In summary of what went wrong at my school, let me be clear: myself and the other adults in the school failed the kids in many, many ways. The school was poorly run. I lacked adequate training. We could have done any number of things better (especially around discipline) and it would have helped the situation. But I stand by my assertion that the largest cause of problems at the school was the home life of the children.
Let's examine the reasons Corey gives:
1. If we took the low-SES kids in Corey's school and put them in a well-funded affluent suburban school and took the high-SES kids and put them in Corey's school,then Corey's school would become a high-performing school and the rich affluent school would become a failing school. I agree. The differences between the schools are educationally superficial. Both schools are designed to educate middle-class kids, not low-SES kids.
Here's a better experiment. Take low-SES kids from their low-performing school nd place them in a school with improved instruction and classroom management and see if student achievement rises to the mean level of student performance. We already know the answer from Project Follow Through. Student achievement will improve to mean levels. Providing appropriate instruction matters quite a bit, more than anything else that's been researched. The only reason why a dispute exists today, is because the research is ignored, perhaps conveniently so. Maybe Corey can supply an answer.
2. Some low-SES kids can be successfully taught using in a selective private middle-class school; these students appeared to come from stable families. Again, I agree with Corey; there is a selection bias problem with this example. Some low-SES can access middle-class instruction in a middle-class school setting. Academic success breeds motivation and reduces behavioral problems, as does the presence of a supportive family. These kids are receiving appropriate instruction. Our concern is the kids who are not.

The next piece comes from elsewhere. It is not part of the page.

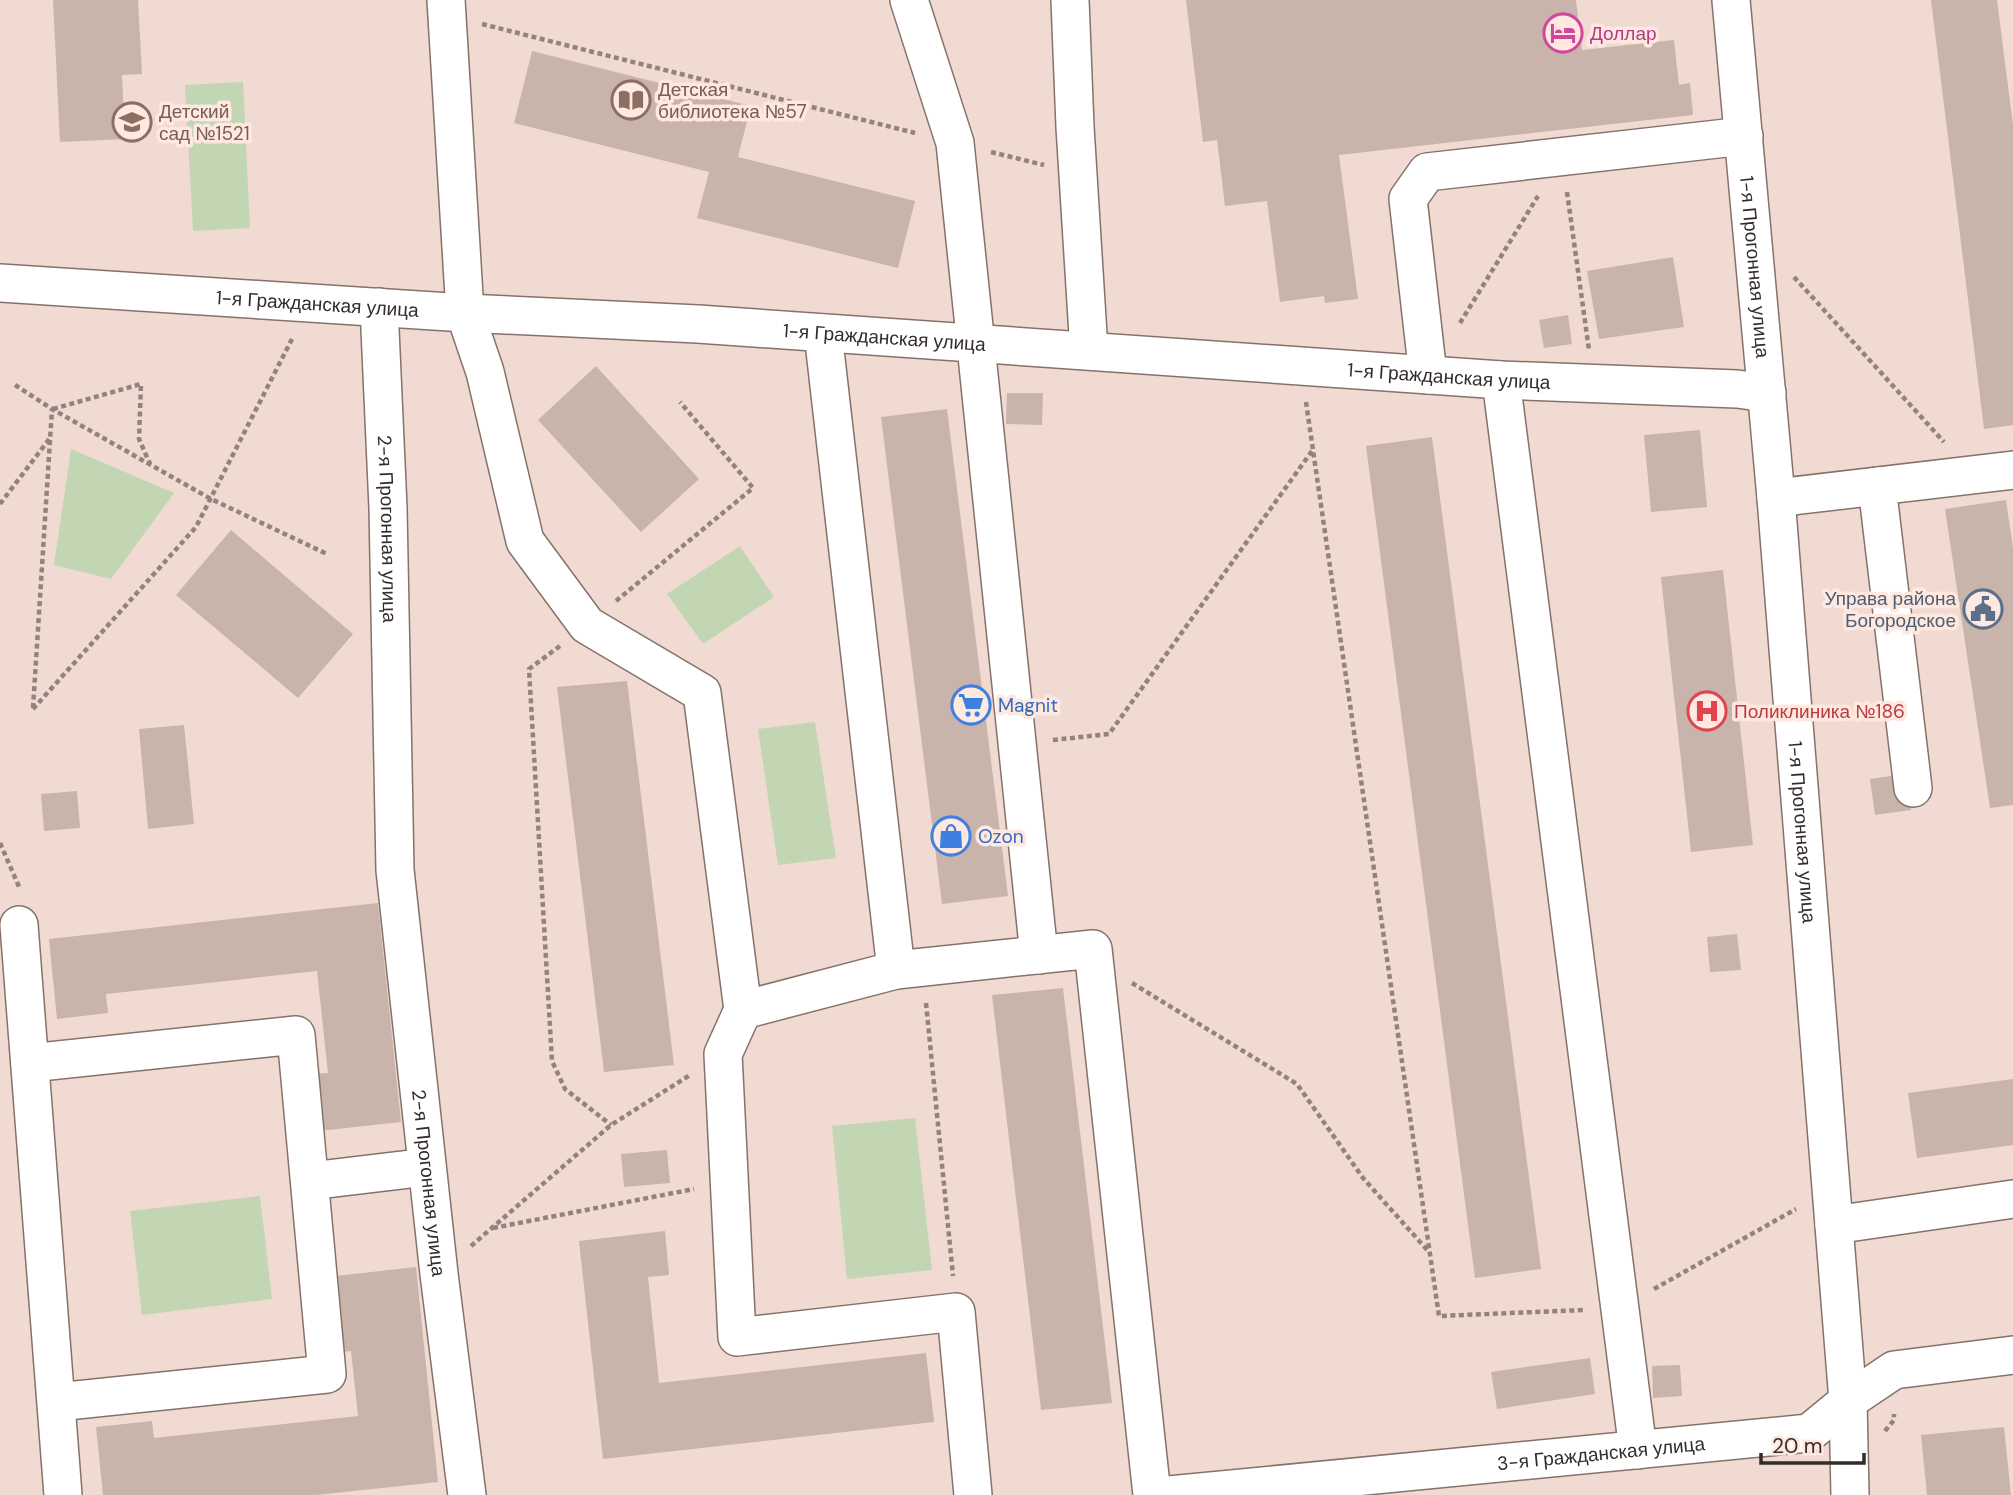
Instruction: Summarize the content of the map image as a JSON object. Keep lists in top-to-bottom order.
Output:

3. It's not possible to overcome home effects given current funding levels. I disagree. The correlation between school spending and student achievement is very low, scatterplot low. As Corey concedes there are quite a few schools where low-SES students have high academic achievement at today's funding levels. These counterexample don't prove the point, but they do disprove Corey's point. What does prove the point is, once again, Project Follow Through in which dozens of schools raised student achievement of low-SES levels with funding far below today's spending levels in a controlled experiment.

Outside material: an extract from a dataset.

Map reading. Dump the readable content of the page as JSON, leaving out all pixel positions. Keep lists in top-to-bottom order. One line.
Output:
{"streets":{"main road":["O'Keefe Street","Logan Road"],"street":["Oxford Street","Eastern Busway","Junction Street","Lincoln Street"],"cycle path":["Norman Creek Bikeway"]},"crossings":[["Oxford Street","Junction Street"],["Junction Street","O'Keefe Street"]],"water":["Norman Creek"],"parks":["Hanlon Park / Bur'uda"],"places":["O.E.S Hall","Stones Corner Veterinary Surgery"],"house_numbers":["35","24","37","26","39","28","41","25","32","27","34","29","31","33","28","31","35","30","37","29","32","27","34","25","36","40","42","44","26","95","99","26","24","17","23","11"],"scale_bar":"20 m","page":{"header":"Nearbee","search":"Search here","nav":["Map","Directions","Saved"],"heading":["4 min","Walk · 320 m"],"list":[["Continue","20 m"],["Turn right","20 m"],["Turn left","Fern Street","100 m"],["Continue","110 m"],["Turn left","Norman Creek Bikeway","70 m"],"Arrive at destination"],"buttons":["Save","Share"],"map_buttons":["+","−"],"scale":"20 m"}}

4. The coleman report showed that "homes influence academic achievement more than schools." Again I agree. Given that most schools are designed to educate middle-class kids, this result is not surprising. Again, Project Follow Through, showed that school effects can compensate for the disadvantages resulting from home effects.
9 comments:
You mention Project Follow Through quite a lot on this blog. Could you point to some more recent studies (i.e., within the last 10 to 15 years) that look at Direct Instruction in detail? For example, student achievement rates compared to similar schools, effects across various student sub-populations, descriptions of the mechanisms underlying any successes, etc.
In addition, the 90/90/90 research provides some interesting insights into achieving success with high poverty, high minority populations.
Hi Parry.
See this post.
Then go to the the Association for Direct Instruction and check out their publications, DI News and The Journal of Direct Instruction.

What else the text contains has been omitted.